Vapor rises from the cooling towers of the lignite-fired power station operated by German energy ...
01 dicembre 2023

«Il destino dell’umanità è in bilico»: António Guterres, segretario generale dell’Onu, ha aperto così stamani il World Climate Action Summit, il segmento di alto livello della Cop28 in corso a Dubai, negli Emirati Arabi Uniti. In particolare, Guterres ha esortato ad agire subito «per evitare il peggio del caos climatico e per prevenire lo schianto planetario». Centrale, nelle sue parole, anche l’esortazione all’eliminazione dei combustibili fossili: «Non ridurre, non diminuire — ha sottolineato Guterres —, bensì eliminarli in modo graduale, con un calendario chiaro», così da «accelerare una transizione giusta ed equa verso le energie rinnovabili».
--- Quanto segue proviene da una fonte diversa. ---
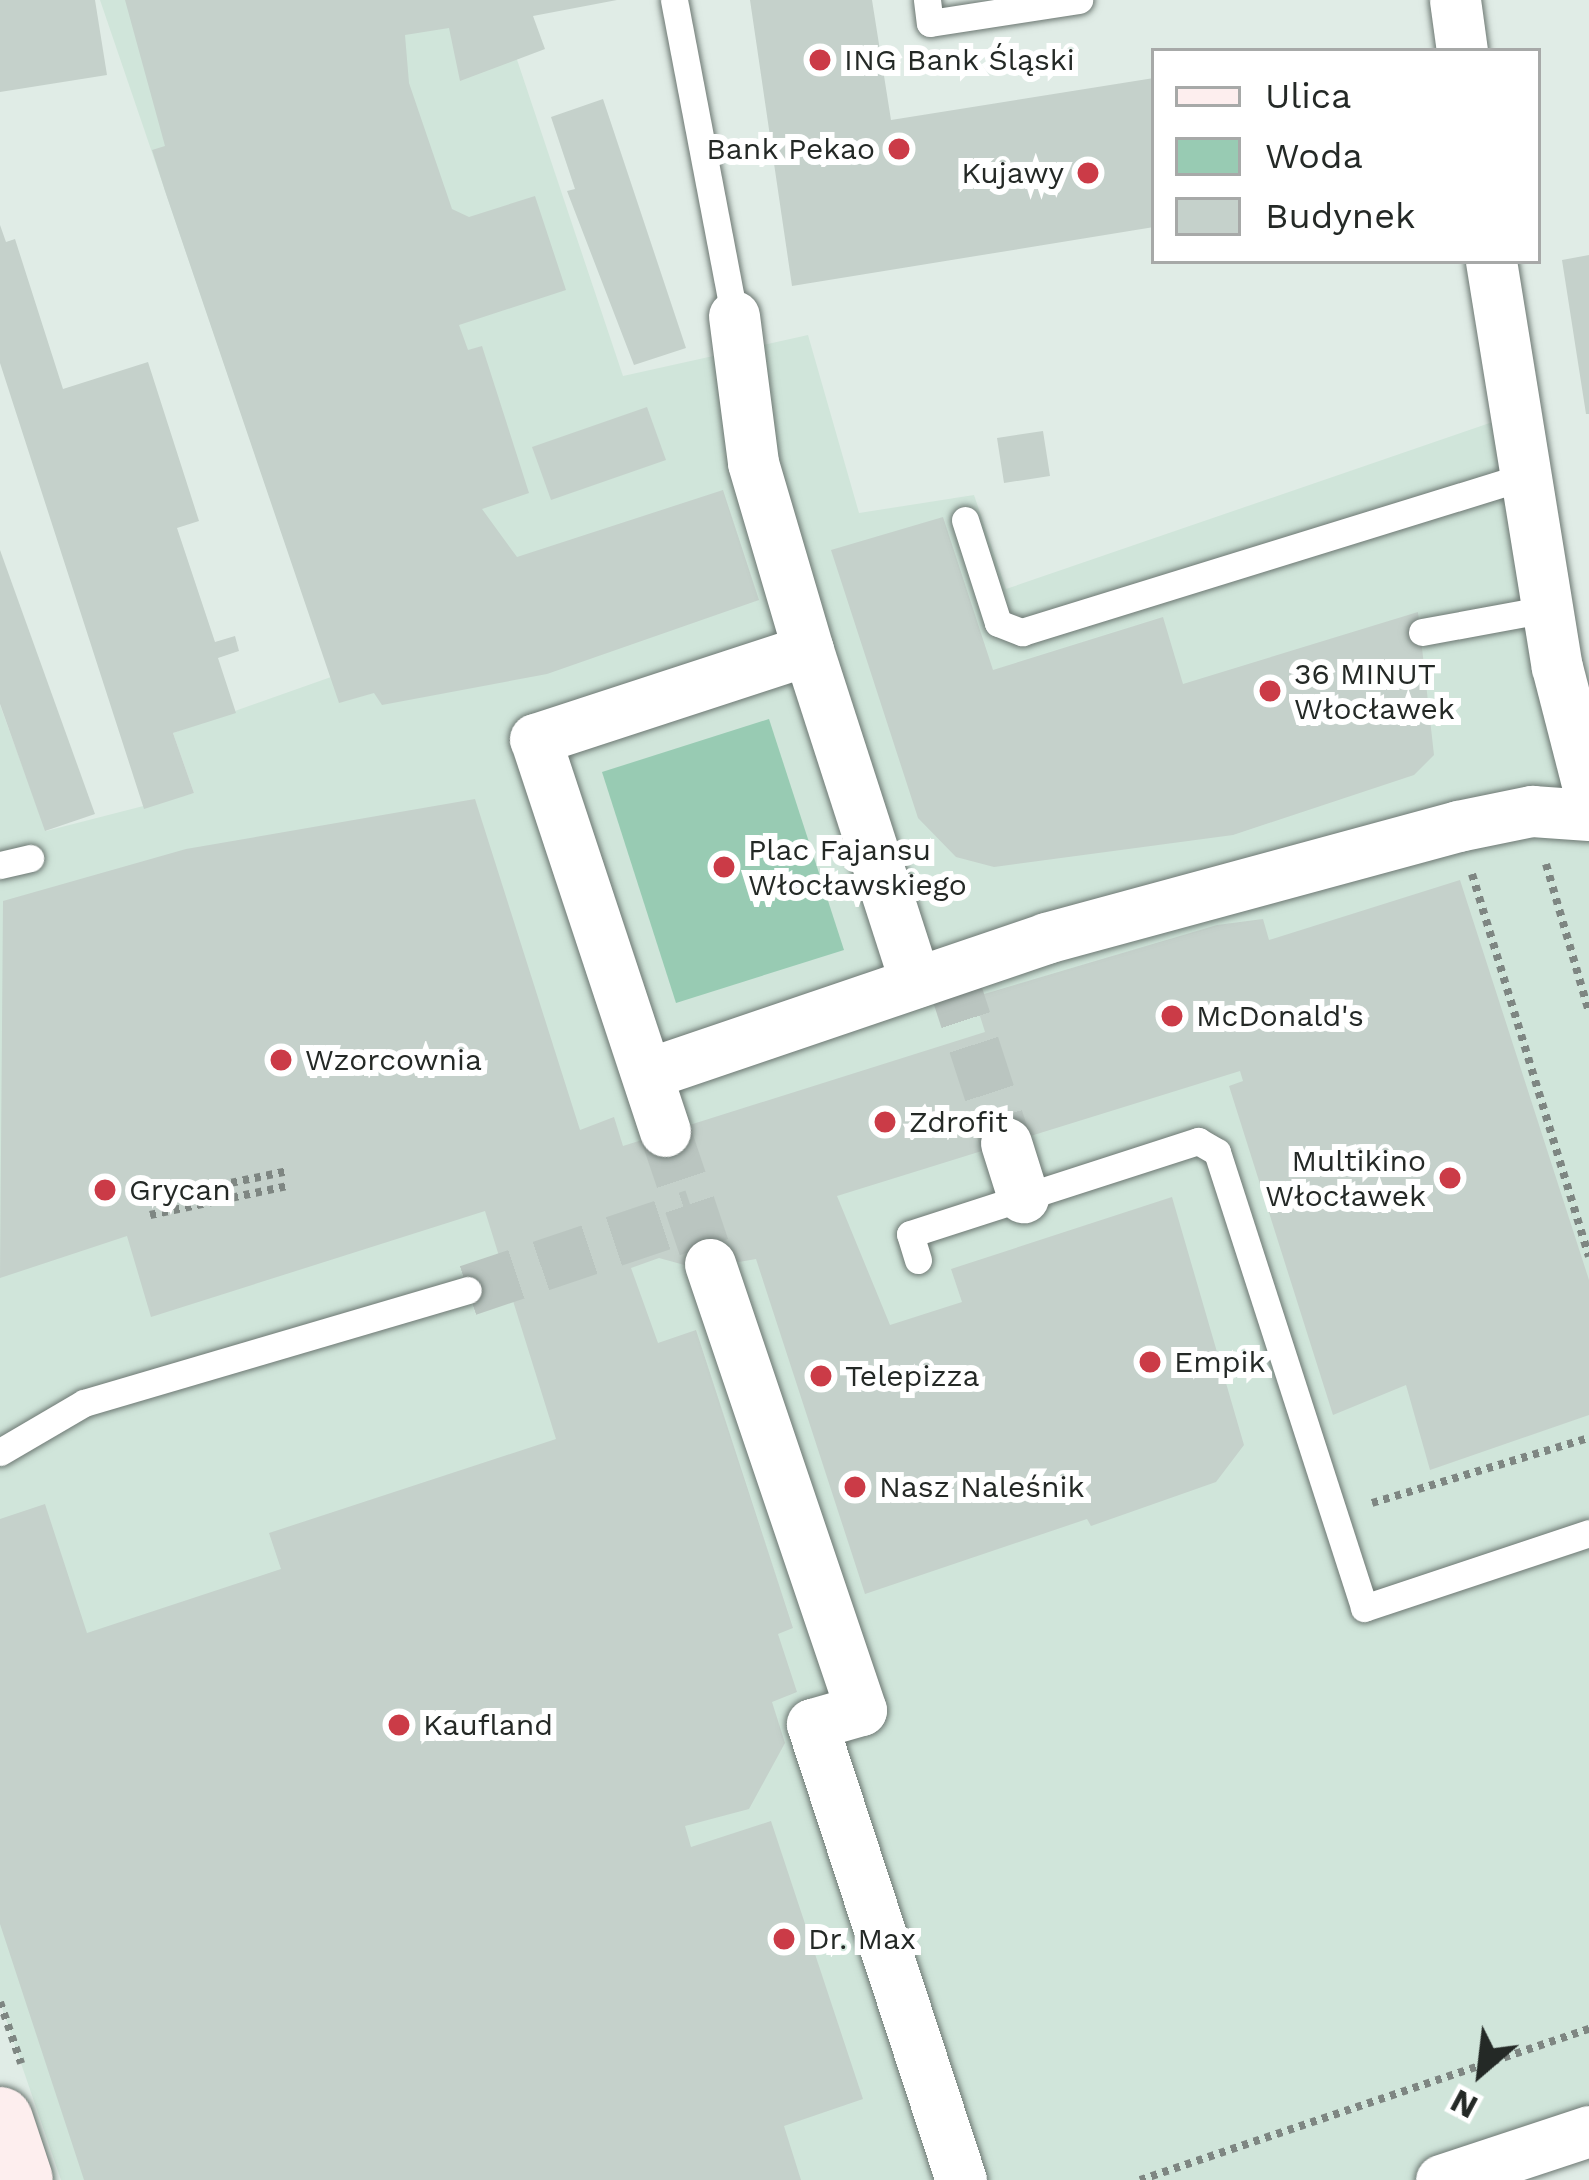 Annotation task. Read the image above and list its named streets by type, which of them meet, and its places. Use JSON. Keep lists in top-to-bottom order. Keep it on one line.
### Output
{"places":["ING Bank Śląski","Bank Pekao","Kujawy","36 MINUT Włocławek","Plac Fajansu Włocławskiego","McDonald's","Wzorcownia","Zdrofit","Multikino Włocławek","Grycan","Empik","Telepizza","Nasz Naleśnik","Kaufland","Dr. Max"],"legend":["Ulica","Woda","Budynek"],"north":"bottom left"}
Ieri, intanto, la giornata inaugurale della Cop28 si è conclusa con una decisione importante attesa da tutti: rendere operativo il fondo Loss & Damage (ovvero Perdite e danni) destinato a risarcire i Paesi più poveri e vulnerabili del mondo dalle conseguenze dei cambiamenti climatici che meno di tutti hanno contribuito a generare. La nascita di questo fondo aveva monopolizzato la Cop27 in Egitto che si era conclusa con l’impegno a creare questo strumento finanziario e a definirne le spinose regole su chi deve pagare a chi. La decisione di ieri a Dubai non scioglie ancora questo nodo molto complicato, ma ha avuto almeno il merito di costituire il fondo; raccogliere le prime dichiarazioni di impegno a finanziarlo e soprattutto di mettere la questione delle perdite e dei danni su un binario parallelo rispetto agli altri grandi temi della Cop28, scongiurando così il rischio che questo argomento impedisca di prendere decisioni sulle fonti fossili che sono la vera grande questione da risolvere.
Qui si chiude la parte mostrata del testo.